Wilson Loop and Dimensional Reduction in Non-Commutative Gauge Theories

TL;DR

This paper investigates the UV behavior of Wilson loops in noncommutative gauge theories using AdS/CFT, revealing an area law and a D1 dominance near the boundary, akin to dimensional reduction under strong magnetic fields.

Contribution

It demonstrates the origin of the area law in noncommutative gauge theories as D1 brane dominance and links this to dimensional reduction effects similar to strong magnetic fields.

Findings

Wilson loops exhibit an area law in noncommutative gauge theories.

Near the boundary, D1 brane effects dominate over D3, leading to dimensional reduction.

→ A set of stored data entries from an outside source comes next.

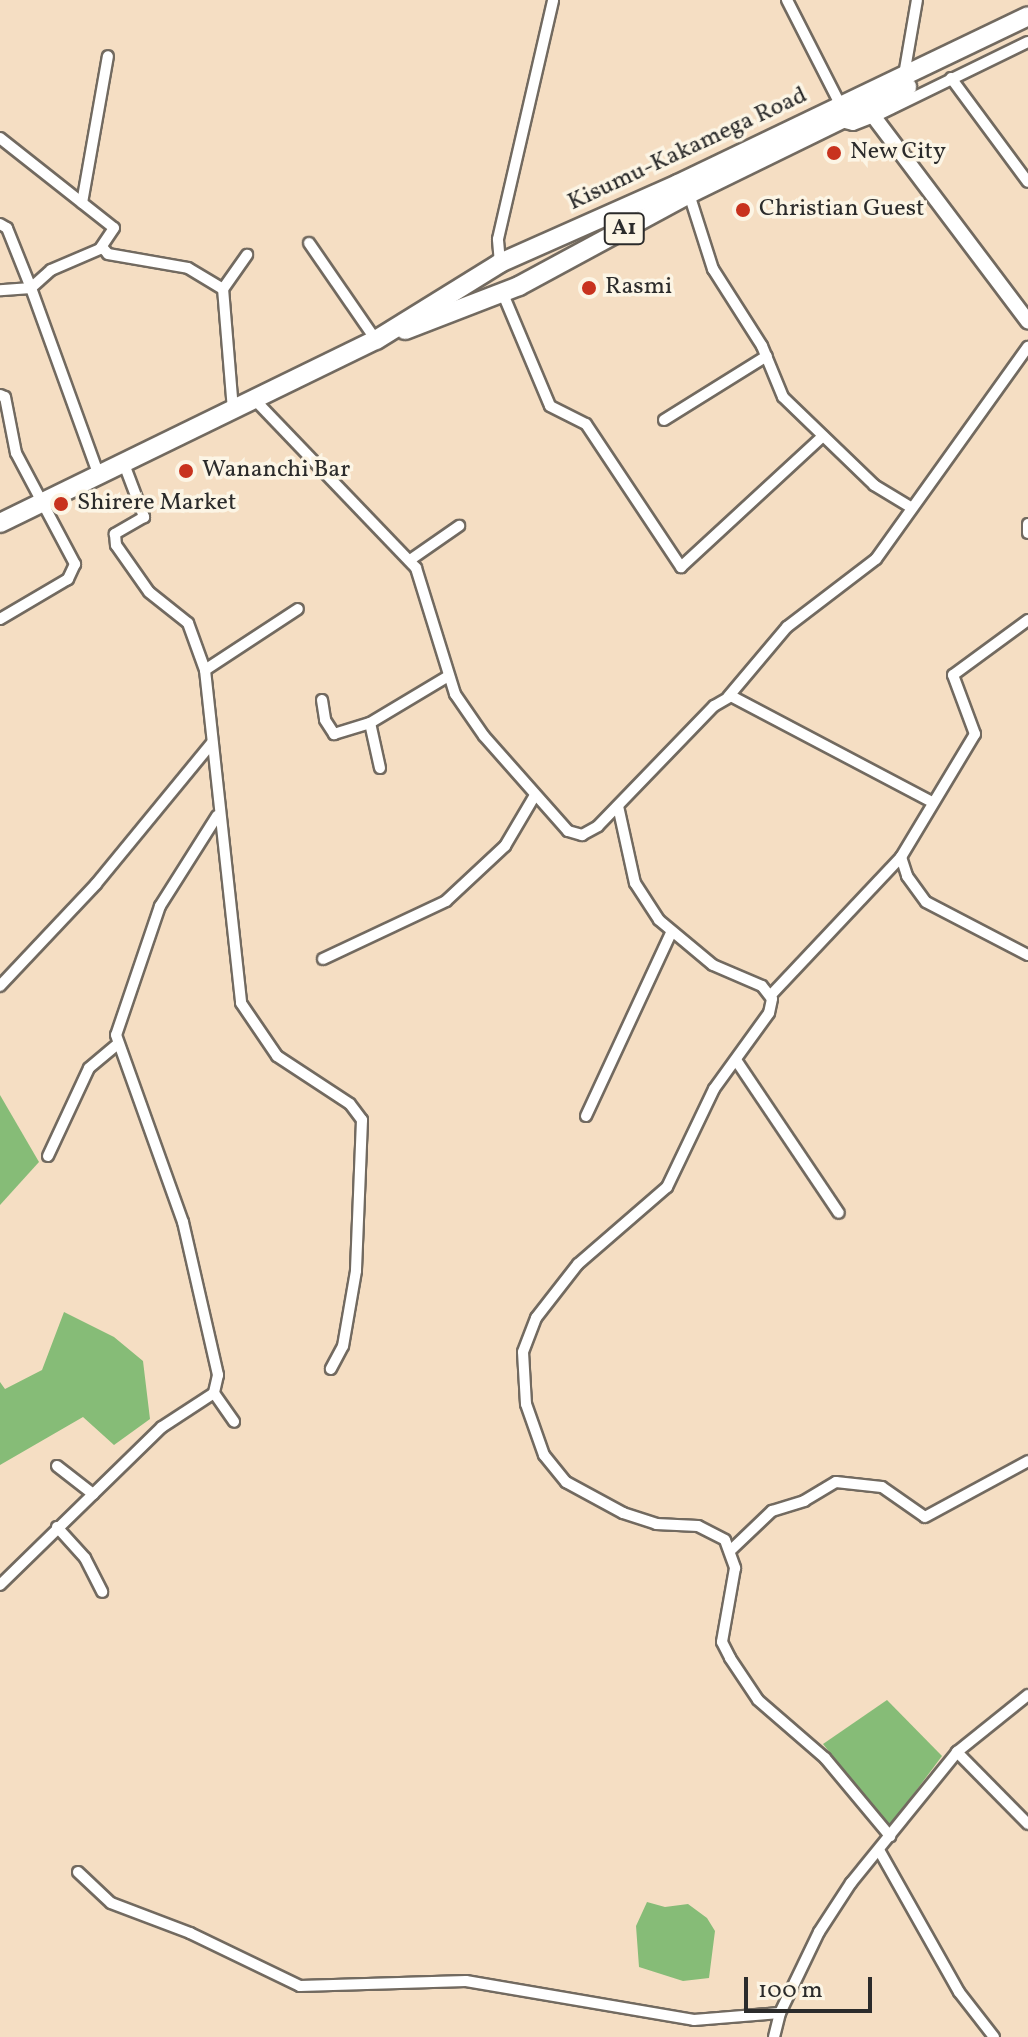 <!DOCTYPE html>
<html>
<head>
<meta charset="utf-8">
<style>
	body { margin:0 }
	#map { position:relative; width:1028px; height:2037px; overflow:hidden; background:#f5dec3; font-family:Vollkorn,serif }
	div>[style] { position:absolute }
	.forest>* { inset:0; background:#86bc77 }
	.roads { filter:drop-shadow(2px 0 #726a60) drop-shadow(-2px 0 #726a60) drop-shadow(0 2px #726a60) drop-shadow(0 -2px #726a60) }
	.street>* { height:10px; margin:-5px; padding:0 5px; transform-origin:5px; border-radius:5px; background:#fff }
	.secondary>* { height:14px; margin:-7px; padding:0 7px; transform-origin:7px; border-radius:7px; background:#fff }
	.highway>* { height:18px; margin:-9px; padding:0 9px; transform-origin:9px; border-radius:9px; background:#fff }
	.dots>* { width:22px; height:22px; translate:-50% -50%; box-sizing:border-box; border:4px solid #fcf5e5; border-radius:50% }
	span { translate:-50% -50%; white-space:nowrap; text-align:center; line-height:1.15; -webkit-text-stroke:7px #fcf5e5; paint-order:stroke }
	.shield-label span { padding:2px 6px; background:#fcf5e5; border:2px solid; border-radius:6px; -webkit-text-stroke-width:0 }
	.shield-label { font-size:22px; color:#2b2b2b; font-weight:700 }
	.street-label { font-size:24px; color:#2b2b2b }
	.poi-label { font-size:24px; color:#2b2b2b }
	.left { translate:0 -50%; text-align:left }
	.scale { position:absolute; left:744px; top:1977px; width:128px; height:36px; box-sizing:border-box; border:4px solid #2b2b2b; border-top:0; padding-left:10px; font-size:24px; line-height:28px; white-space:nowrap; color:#2b2b2b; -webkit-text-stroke:6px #fcf5e5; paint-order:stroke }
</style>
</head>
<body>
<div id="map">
	<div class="forest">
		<i style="clip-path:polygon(0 1095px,39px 1162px,0 1205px)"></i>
		<i style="clip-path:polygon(64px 1312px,114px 1337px,143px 1361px,150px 1419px,114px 1445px,83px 1417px,0 1465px,0 1382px,5px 1389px,42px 1370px)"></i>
		<i style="clip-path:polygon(887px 1700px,942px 1756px,889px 1827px,823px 1744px)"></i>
		<i style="clip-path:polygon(647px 1902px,665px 1907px,688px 1904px,707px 1918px,715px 1931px,709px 1978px,683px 1981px,639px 1967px,636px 1926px)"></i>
	</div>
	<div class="roads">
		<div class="street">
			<i style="left:787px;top:0;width:119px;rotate:63deg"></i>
			<i style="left:904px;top:75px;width:76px;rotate:-80.2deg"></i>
			<i style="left:951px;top:78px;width:129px;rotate:53.5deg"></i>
			<i style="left:841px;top:122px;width:12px;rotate:14deg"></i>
			<i style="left:853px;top:125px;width:22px;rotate:-21deg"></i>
			<i style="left:874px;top:117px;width:171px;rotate:-26deg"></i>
			<i style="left:0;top:138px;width:145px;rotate:38.3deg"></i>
			<i style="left:114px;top:228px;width:25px;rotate:124deg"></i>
			<i style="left:100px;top:249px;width:53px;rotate:156.8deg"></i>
			<i style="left:51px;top:270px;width:27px;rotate:138deg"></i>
			<i style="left:31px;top:288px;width:200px;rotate:70.1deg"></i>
			<i style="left:689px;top:194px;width:79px;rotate:72.3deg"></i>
			<i style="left:713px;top:269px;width:91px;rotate:57.5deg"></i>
			<i style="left:762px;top:346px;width:55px;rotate:67.6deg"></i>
			<i style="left:783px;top:397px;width:127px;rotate:44deg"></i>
			<i style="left:874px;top:485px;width:44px;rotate:31.2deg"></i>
			<i style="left:82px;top:203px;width:149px;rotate:-80deg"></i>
			<i style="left:0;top:224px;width:8px;rotate:30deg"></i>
			<i style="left:7px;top:228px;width:65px;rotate:68.2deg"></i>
			<i style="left:31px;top:288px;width:31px;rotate:176deg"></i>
			<i style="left:309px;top:243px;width:118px;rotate:55.4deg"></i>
			<i style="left:102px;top:247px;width:9px;rotate:49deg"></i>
			<i style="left:108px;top:254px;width:81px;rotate:9.9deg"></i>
			<i style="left:188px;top:268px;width:41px;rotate:31deg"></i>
			<i style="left:500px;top:263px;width:24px;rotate:-95deg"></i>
			<i style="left:498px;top:239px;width:245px;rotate:-77deg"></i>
			<i style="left:503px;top:294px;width:121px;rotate:67.2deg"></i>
			<i style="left:550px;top:406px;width:40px;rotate:26.6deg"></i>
			<i style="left:586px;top:424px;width:172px;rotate:56.4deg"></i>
			<i style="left:681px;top:567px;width:193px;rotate:-42.7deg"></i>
			<i style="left:0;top:395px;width:5px;rotate:22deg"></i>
			<i style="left:5px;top:397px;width:57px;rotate:78.9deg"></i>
			<i style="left:16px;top:453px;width:126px;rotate:62deg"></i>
			<i style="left:75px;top:564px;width:17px;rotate:115deg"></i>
			<i style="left:68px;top:579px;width:79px;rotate:149.5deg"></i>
			<i style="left:254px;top:399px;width:234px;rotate:46.2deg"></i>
			<i style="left:416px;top:568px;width:132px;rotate:72.8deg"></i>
			<i style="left:455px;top:694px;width:51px;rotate:55.4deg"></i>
			<i style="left:484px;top:736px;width:127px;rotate:48.5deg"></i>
			<i style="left:568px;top:831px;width:15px;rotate:16deg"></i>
			<i style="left:582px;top:835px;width:18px;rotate:-29deg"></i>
			<i style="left:598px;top:826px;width:167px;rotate:-46deg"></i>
			<i style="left:714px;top:706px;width:20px;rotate:-30deg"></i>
			<i style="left:731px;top:696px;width:227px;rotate:27.8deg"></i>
			<i style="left:233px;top:410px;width:121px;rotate:-94.7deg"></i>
			<i style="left:223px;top:289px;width:42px;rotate:-54.8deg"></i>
			<i style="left:664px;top:420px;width:121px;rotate:-31.9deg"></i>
			<i style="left:124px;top:464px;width:57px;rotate:69.3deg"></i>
			<i style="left:144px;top:517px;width:34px;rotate:150deg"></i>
			<i style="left:115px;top:534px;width:11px;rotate:85deg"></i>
			<i style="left:116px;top:545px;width:57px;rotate:54.9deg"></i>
			<i style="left:149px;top:592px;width:50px;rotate:38.5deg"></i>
			<i style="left:188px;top:623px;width:50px;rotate:70.1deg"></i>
			<i style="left:205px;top:670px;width:335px;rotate:83.8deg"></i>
			<i style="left:241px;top:1003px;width:64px;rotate:55.8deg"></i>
			<i style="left:277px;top:1056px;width:87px;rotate:33.3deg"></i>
			<i style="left:350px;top:1104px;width:20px;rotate:53deg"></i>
			<i style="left:362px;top:1120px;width:151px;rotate:92.3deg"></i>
			<i style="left:356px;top:1271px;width:76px;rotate:99.8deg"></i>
			<i style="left:343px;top:1346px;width:26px;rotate:118deg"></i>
			<i style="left:1028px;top:524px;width:9px;rotate:90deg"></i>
			<i style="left:410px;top:560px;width:60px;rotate:-34.8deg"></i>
			<i style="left:1028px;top:620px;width:93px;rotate:143.7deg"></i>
			<i style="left:953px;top:675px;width:63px;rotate:69.6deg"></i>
			<i style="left:975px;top:734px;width:144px;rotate:121deg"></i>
			<i style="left:901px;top:857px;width:20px;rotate:72deg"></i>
			<i style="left:907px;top:876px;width:32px;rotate:54deg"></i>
			<i style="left:926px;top:902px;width:115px;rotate:27.5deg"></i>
			<i style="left:205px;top:670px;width:111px;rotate:-33.3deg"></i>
			<i style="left:728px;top:697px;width:92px;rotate:-49.9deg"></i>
			<i style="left:787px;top:627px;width:112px;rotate:-37.4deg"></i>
			<i style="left:876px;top:559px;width:261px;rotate:-54.4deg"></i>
			<i style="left:322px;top:700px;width:20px;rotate:81deg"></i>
			<i style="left:325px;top:720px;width:17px;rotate:57deg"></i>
			<i style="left:334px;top:734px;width:38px;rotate:-17deg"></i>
			<i style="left:380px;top:768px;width:46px;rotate:-102.5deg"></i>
			<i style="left:370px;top:723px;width:90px;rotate:-30.9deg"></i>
			<i style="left:618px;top:806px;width:79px;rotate:77.6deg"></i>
			<i style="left:635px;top:883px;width:44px;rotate:57deg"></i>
			<i style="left:659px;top:920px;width:70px;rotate:39.8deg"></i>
			<i style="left:713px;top:965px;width:53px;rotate:23.2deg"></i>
			<i style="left:762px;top:986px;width:16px;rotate:52deg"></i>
			<i style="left:772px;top:999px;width:14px;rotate:102deg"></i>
			<i style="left:769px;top:1013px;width:94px;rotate:125.9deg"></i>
			<i style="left:714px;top:1089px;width:109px;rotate:115.6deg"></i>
			<i style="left:667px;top:1187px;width:118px;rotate:139.1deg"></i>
			<i style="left:578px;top:1264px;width:68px;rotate:127.9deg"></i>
			<i style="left:536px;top:1318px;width:36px;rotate:111deg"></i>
			<i style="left:523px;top:1352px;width:52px;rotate:86.7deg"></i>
			<i style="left:526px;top:1404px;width:54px;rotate:70.6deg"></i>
			<i style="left:544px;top:1455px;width:35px;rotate:51deg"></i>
			<i style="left:566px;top:1482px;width:65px;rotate:28.5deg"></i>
			<i style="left:623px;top:1513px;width:35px;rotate:18deg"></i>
			<i style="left:656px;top:1524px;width:42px;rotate:2.7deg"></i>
			<i style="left:698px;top:1526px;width:30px;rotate:27deg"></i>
			<i style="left:725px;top:1540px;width:30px;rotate:70deg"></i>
			<i style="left:735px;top:1568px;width:75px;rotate:100deg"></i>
			<i style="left:722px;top:1642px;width:18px;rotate:63deg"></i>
			<i style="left:730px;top:1658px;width:50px;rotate:56.3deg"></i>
			<i style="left:758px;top:1700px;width:89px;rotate:40.9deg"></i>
			<i style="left:825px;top:1758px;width:102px;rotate:50.2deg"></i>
			<i style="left:217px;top:816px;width:107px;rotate:122.3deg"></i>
			<i style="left:160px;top:906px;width:136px;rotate:108.8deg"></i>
			<i style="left:116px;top:1035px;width:199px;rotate:70.3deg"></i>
			<i style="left:183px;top:1222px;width:157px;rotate:77.1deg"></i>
			<i style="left:218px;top:1375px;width:18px;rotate:103deg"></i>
			<i style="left:214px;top:1393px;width:35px;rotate:55deg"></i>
			<i style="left:323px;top:959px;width:136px;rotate:-25.2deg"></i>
			<i style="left:446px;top:901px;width:81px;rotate:-43deg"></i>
			<i style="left:505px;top:846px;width:59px;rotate:-59.5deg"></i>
			<i style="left:0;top:986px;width:140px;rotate:-46.7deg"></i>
			<i style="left:96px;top:884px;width:183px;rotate:-50.6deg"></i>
			<i style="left:771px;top:995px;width:190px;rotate:-46.7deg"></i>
			<i style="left:736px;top:1060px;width:184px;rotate:56.1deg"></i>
			<i style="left:586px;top:1116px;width:202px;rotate:-65.1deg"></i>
			<i style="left:48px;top:1156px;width:97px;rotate:-65deg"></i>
			<i style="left:89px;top:1068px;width:38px;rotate:-40deg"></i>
			<i style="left:57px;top:1466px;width:46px;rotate:37.9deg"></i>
			<i style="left:57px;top:1527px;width:42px;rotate:47.9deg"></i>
			<i style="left:85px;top:1558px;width:38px;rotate:63deg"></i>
			<i style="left:731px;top:1550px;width:57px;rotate:-43.6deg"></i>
			<i style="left:772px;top:1511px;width:34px;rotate:-17deg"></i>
			<i style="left:804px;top:1501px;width:37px;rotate:-31deg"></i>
			<i style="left:836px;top:1482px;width:46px;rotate:6.2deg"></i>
			<i style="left:882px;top:1487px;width:52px;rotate:34.9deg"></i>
			<i style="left:925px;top:1517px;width:117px;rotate:-28.5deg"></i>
			<i style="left:0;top:1585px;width:226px;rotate:-44.3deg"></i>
			<i style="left:162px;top:1427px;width:62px;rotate:-33.2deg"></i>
			<i style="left:957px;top:1752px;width:101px;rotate:45.4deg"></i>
			<i style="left:879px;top:1850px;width:163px;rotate:60.6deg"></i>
			<i style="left:959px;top:1992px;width:57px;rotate:52.1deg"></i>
			<i style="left:78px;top:1872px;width:45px;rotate:43.2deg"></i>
			<i style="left:111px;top:1903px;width:85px;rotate:20.8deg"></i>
			<i style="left:190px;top:1933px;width:122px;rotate:25.7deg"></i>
			<i style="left:300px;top:1986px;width:166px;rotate:-1.7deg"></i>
			<i style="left:466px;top:1981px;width:231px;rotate:9.7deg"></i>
			<i style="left:694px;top:2020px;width:86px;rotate:-4.7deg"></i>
			<i style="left:774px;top:2037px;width:25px;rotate:-76deg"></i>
			<i style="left:780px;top:2013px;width:90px;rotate:-64.3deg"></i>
			<i style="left:819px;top:1932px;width:59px;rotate:-56.9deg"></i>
			<i style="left:851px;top:1883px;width:169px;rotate:-51deg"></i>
			<i style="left:957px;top:1752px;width:91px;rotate:-38.8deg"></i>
		</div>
		<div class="secondary">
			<i style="left:874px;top:117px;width:256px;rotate:53deg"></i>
		</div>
		<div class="highway">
			<i style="left:405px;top:330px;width:122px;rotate:-21.1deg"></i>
			<i style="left:519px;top:286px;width:193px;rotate:-28.4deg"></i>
			<i style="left:689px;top:194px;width:243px;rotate:-26.1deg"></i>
			<i style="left:0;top:523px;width:418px;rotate:-26deg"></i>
			<i style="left:376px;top:340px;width:146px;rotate:-31.8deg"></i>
			<i style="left:500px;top:263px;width:195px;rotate:-23.9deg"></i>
			<i style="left:678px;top:184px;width:388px;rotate:-25.6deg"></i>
		</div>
	</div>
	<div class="dots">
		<i style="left:834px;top:153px;background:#c8321e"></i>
		<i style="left:743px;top:210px;background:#c8321e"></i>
		<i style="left:589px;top:288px;background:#c8321e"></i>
		<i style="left:186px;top:471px;background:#c8321e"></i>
		<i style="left:61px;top:504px;background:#c8321e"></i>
	</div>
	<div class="shield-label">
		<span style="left:624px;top:229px">A1</span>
	</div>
	<div class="street-label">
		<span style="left:688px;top:150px;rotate:-25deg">Kisumu-Kakamega Road</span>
	</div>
	<div class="poi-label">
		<span class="left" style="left:850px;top:153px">New City</span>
		<span class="left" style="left:759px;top:210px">Christian Guest</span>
		<span class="left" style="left:605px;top:288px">Rasmi</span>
		<span class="left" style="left:202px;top:471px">Wananchi Bar</span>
		<span class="left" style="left:77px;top:504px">Shirere Market</span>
	</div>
	<div class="scale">100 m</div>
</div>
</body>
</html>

The linear potential resembles Coulomb's law in 1+1 dimensions.

Abstract

Using the AdS/CFT correspondence we study UV behavior of Wilson loops in various noncommutative gauge theories. We get an area law in most cases and try to identify its origin. In D3 case, we may identify the the origin as the D1 dominance over the D3: as we go to the boundary of the AdS space, the effect of the flux of the D3 charge is highly suppressed, while the flux due to the D1 charge is enhenced. So near the boundary the theory is more like a theory on D1 brane than that on D3 brane. This phenomena is closely related to the dimensional reduction due to the strong magnetic field in the charged particle in the magnetic field. The linear potential is not due to the confinement by IR effect but is the analogue of Coulomb's potential in 1+1 dimension.